You'd be forgiven for choosing to ignore the FCA's recent consultation paper on pension transfer advice, and its seeming emphasis on advice relating to defined benefit (DB) transfers.

    If DB transfers isn't an area you usually get involved in, reading it may have seemed like a solid few hours you wouldn’t get back. 

    Well, I did read it and there was one part that set off my spidey senses, which keenly detect situations that may create more work for me.

    The DB market is the current focus for the FCA, but it stands to reason that what it sees as suitable for that aspect of advice may eventually bleed into the wider pension transfer market and beyond.

    So these papers are often a good indicator of the future.

    The main area I think will affect all of us is the FCA's focus on eliminating other options when considering a pension transfer.

    A few years ago, the emphasis was on stating the reason why a stakeholder was not appropriate for a transfer.

    At the same time, firms also tended to discount the client’s workplace pension and alternative pension contracts.

    As a reminder, pension business is the only area of advice where you are encouraged to state the reasons why something is not suitable, as well as why it is.
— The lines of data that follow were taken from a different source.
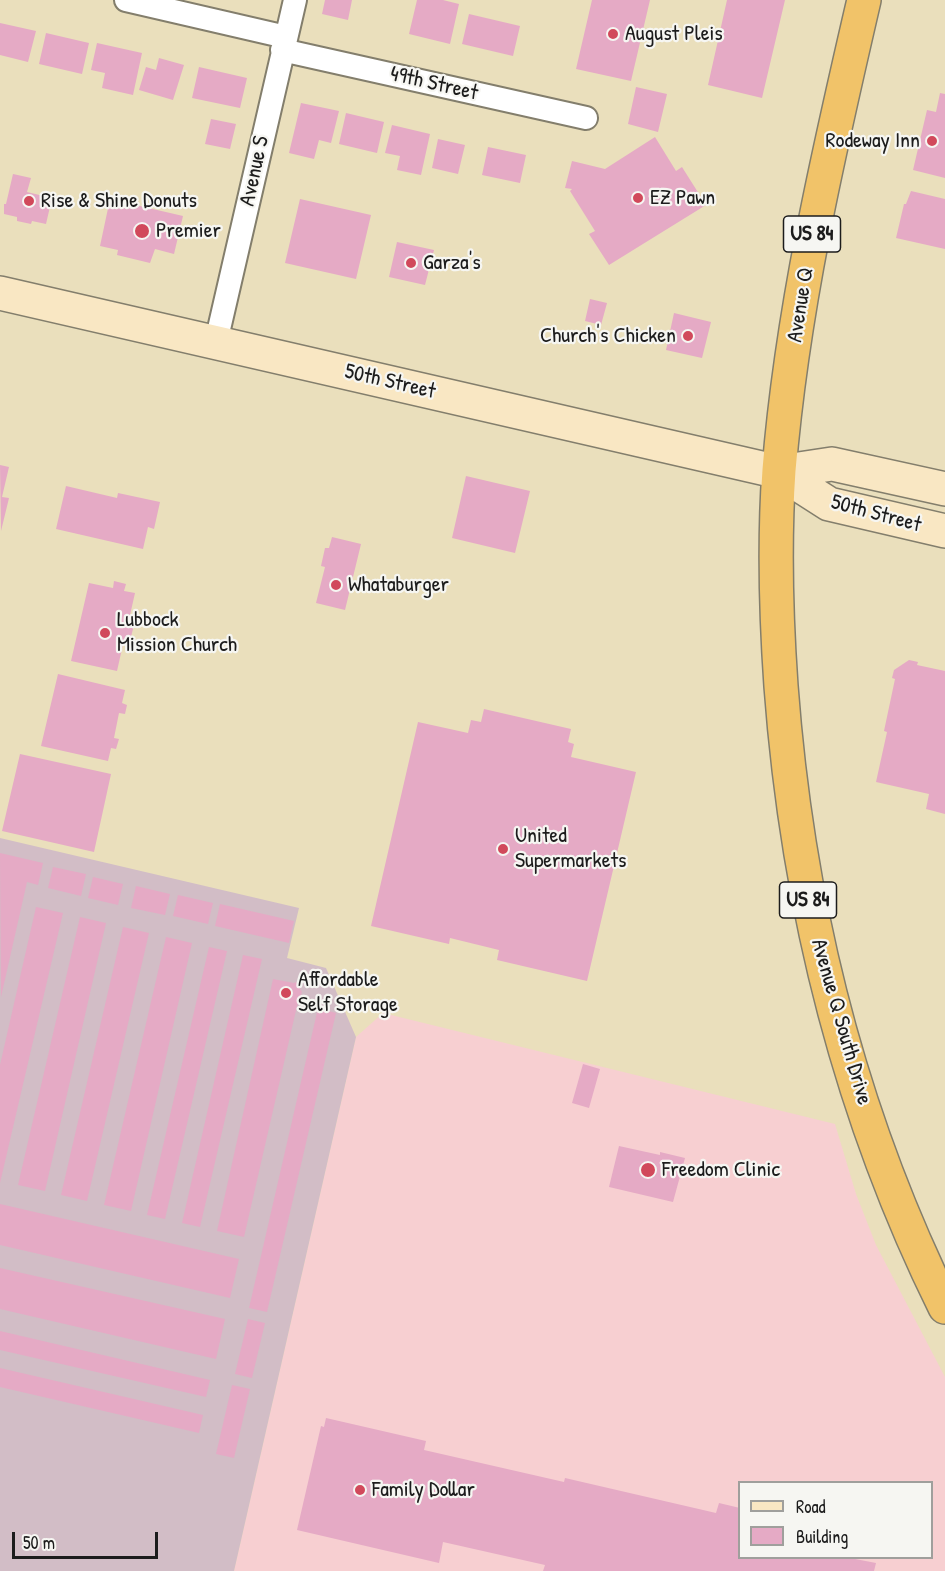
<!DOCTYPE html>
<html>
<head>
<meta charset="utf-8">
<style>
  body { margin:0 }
  #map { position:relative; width:945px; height:1571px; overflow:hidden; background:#eadfbc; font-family:"Patrick Hand",sans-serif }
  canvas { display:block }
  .legend { position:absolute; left:738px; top:1481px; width:195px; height:78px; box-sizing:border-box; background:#f6f6f2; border:2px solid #9f9f9c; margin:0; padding:8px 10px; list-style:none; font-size:18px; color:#1c1c1c }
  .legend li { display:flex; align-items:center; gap:12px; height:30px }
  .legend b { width:30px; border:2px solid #9f9f9c }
  .scale { position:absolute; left:12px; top:1532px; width:146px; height:27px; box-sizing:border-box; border:3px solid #1c1c1c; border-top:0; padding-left:8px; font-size:18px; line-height:21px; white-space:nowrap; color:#1c1c1c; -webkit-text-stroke:4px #f6f6f2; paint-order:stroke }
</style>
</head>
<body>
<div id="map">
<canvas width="945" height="1571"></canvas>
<ul class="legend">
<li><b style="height:8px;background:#f9e7c3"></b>Road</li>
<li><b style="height:16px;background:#e5aac5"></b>Building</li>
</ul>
<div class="scale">50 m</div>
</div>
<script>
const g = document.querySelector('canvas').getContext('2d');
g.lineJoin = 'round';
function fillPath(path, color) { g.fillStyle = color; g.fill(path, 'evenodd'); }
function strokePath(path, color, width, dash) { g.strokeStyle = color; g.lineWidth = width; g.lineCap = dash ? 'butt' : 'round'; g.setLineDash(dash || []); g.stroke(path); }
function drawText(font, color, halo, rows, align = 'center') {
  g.font = font + ' "Patrick Hand",sans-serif'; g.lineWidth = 4.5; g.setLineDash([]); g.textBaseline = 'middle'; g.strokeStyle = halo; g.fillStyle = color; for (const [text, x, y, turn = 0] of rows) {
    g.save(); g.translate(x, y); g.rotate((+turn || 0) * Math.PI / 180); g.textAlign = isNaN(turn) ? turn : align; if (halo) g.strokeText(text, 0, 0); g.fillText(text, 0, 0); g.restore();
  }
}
fillPath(new Path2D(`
  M383,1013L835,1124L856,1194L876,1245L945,1377V1571H234L356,1037ZM740,1482H932V1558H740Z`), '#f7cfd1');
fillPath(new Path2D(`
  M0,838L299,908L287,958L326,968L356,1037L234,1571H0Z`), '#d2bdc6');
fillPath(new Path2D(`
  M325,0H352L348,20L322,14Z
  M417,0H443L459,4L450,44L409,34Z
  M592,0H650L631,81L576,69Z
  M727,0H785L762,98L708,85Z
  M469,14L520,26L513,56L462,44Z
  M0,23L36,31L28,62L0,55Z
  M46,33L89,43L82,74L39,64Z
  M97,43L142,53L133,95L102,88L105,73L91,70Z
  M159,58L184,65L173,100L139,90L146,67L156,70Z
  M199,67L247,78L240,108L192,98Z
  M636,87L667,94L658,132L628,124Z
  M940,93L945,94V178L913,170L927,110L936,112Z
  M301,103L339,111L331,143L319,140L314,159L289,153Z
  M346,113L384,122L377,153L339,144Z
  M211,119L236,124L230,149L205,144Z
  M392,125L430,134L421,175L397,170L400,156L385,153Z
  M655,137L676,171L682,167L706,205L609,265L589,234L595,231L570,191L572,189L565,188L572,161L605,169Z
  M438,139L465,145L458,174L432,168Z
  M488,147L526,155L520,183L482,175Z
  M13,174L31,178L27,192L52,198L46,224L32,221L31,224L17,221V217L4,214V204H6Z
  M911,191L945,199V249L896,238L904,204H906Z
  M110,199L183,216L174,254L155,249L150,263L117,255L118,250L100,246Z
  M300,199L371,215L356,279L285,263Z
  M397,242L434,250L425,285L389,277Z
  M590,299L607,303L601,325L585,321Z
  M674,313L711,322L702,358L666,350Z
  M0,465L9,467L2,497L9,498L1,531Z
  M466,476L530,491L515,553L452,538Z
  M66,486L117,498L118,493L160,502L154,529L148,527L143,549L56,529Z
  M332,537L361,544L345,610L316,603L325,567L321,566L325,548H329Z
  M114,581L126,584L124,591L135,593L128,624L134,625L130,641L124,640L117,671L71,661L89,583L113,588Z
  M909,660L918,662L917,665L945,671V814L926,809L929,794L876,782L887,732L884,731L895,679L892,678L894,670Z
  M58,674L125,690L122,703L127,705L125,714L119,713L114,738L119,739L116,749L111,748L108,761L41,746Z
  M484,709L571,729L568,742L574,744L571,757L636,772L587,981L497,960L499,950L450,938L449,944L371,926L418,722L468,733L471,720L481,722Z
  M20,754L111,774L94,852L2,831Z
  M0,853L43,863L38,885L27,882L1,997Z
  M53,867L86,874L81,896L48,888Z
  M93,877L123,884L118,905L88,898Z
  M136,886L170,894L165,915L131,908Z
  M178,895L213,903L208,924L173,916Z
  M220,904L294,921L289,943L215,926Z
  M36,907L63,913L0,1183V1065Z
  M80,917L106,923L45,1191L18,1185Z
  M123,927L149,933L87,1201L61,1195Z
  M166,937L192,943L131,1211L104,1205Z
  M209,947L227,951L165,1219L147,1215Z
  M243,955L262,959L200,1227L182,1223Z
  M273,979L294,983L296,982L302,992L297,1006L244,1237L217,1231Z
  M318,1008L336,1013L267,1312L249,1308Z
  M583,1064L600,1069L589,1108L572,1103Z
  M619,1146L660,1155V1152L685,1158L673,1202L609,1187Z
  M0,1204L239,1259L230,1298L0,1245Z
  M0,1268L225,1319L216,1359L0,1309Z
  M248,1319L265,1323L252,1378L235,1374Z
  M0,1331L210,1380L206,1397L0,1350Z
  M0,1368L203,1415L199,1433L0,1387Z
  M232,1385L250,1389L234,1458L216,1454Z
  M326,1418L426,1441L424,1450L564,1482L565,1478L716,1513L719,1503L740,1508V1558H850L876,1563L874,1571H543L545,1565L443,1542L439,1563L297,1530L321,1426L324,1427Z`), '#e5aac5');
const street = new Path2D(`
  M126,0L286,37
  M282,50L586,118
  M216,342L295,0`);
const secondary = new Path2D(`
  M0,293L779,472L829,504L945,531
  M779,472L832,464L945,489`);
const highway = new Path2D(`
  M864,0C828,155 792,311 779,470C774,542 776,615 781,686C797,901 849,1113 945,1307`);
strokePath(street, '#837e6c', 26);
strokePath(secondary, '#837e6c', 36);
strokePath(highway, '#837e6c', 36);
strokePath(street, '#fff', 22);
strokePath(secondary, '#f9e7c3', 33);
strokePath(highway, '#f1c369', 33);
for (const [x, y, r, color] of [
  [613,34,6,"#d1495b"],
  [932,141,6,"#d1495b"],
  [638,198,6,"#d1495b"],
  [29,201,6,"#d1495b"],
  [142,231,8,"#d1495b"],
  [411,263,6,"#d1495b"],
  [688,336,6,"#d1495b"],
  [336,585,6,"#d1495b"],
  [105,633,6,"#d1495b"],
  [503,849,6,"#d1495b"],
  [286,993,6,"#d1495b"],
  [648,1170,8,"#d1495b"],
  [360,1490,6,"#d1495b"]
]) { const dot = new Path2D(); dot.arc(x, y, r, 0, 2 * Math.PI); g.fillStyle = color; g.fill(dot); strokePath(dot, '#f6f6f2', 2); }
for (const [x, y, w] of [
  [812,234,57],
  [808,900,57]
]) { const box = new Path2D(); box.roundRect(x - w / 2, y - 18, w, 36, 4.5); g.fillStyle = '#f6f6f2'; g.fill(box); strokePath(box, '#1c1c1c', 1.5); }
drawText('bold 21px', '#1c1c1c', null, [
  ["US 84",812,234],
  ["US 84",808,900]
]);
drawText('22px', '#1c1c1c', '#f6f6f2', [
  ["August Pleis",625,34],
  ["Rodeway Inn",920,141,"right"],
  ["EZ Pawn",650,198],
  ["Rise & Shine Donuts",41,201],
  ["Premier",156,231],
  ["Garza's",423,263],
  ["Church's Chicken",676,336,"right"],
  ["Whataburger",348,585],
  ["Lubbock",117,620],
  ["Mission Church",117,645],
  ["United",515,836],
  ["Supermarkets",515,861],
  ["Affordable",298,980],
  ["Self Storage",298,1005],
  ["Freedom Clinic",662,1170],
  ["Family Dollar",372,1490]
], 'left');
drawText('22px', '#1c1c1c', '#f6f6f2', [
  ["49th Street",434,84,13],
  ["Avenue S",255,171,-78],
  ["Avenue Q",801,305,-81],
  ["50th Street",390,382,13],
  ["50th Street",876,514,15],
  ["Avenue Q South Drive",841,1022,74]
]);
</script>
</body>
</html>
    The pension transfer advice consultation goes a bit further, setting its sights on workplace pensions. 

    It infers you should no longer simply pay lip service to discounting a workplace pension as a suitable place for pension transfer monies.

    You can no longer use generic terms such as ‘limited fund range’ or ‘restrictive retirement options’ as your rationale for recommending other schemes - and may God have mercy on your soul if you say a workplace pension scheme isn't suitable because it ‘does not allow adviser charging.’

    Now it is proposed that a cost comparison must be completed, showing the cost a client would pay if they moved funds into the workplace pension against the recommended pension.

    If there is an increase in costs for the recommended pension, then a full explanation should be given to justify this.

    This must then be signed by the client as part of a new, multi-signature page which shows the client understands a variety of things around the transfer, including costs, the recommendation, the transfer risk warning and the ongoing advice service.

    Each element must be signed.

    So you may be left thinking one additional page doesn't really equate to that much extra work.

    But where I foresee issues is firstly getting the necessary data from the client to determine whether the workplace pension is suitable for the transfer, and secondly doing all the additional analysis.

    Obtaining authority on workplace pensions can be tricky, and getting transparent charges information even trickier.

    Once completed, advisers could look at a scheme and see immediately it would not be suitable to receive £2m in DB monies. But beforehand, it can't be assumed, and should be built in as an option to your cashflow.

    You'll also need to obtain projections or calculate reduction in yields and ensure all analysis is clear and transparently provided to the client.

    As I said at the outset, this is not yet a requirement for all pensions, but I have a feeling it might be at some point.

    And, as with all things from FCA papers, it might be best to get ahead of the curve and start working on it sooner rather than later.

    Making friends with group pension administration teams now may well be a good investment for the future.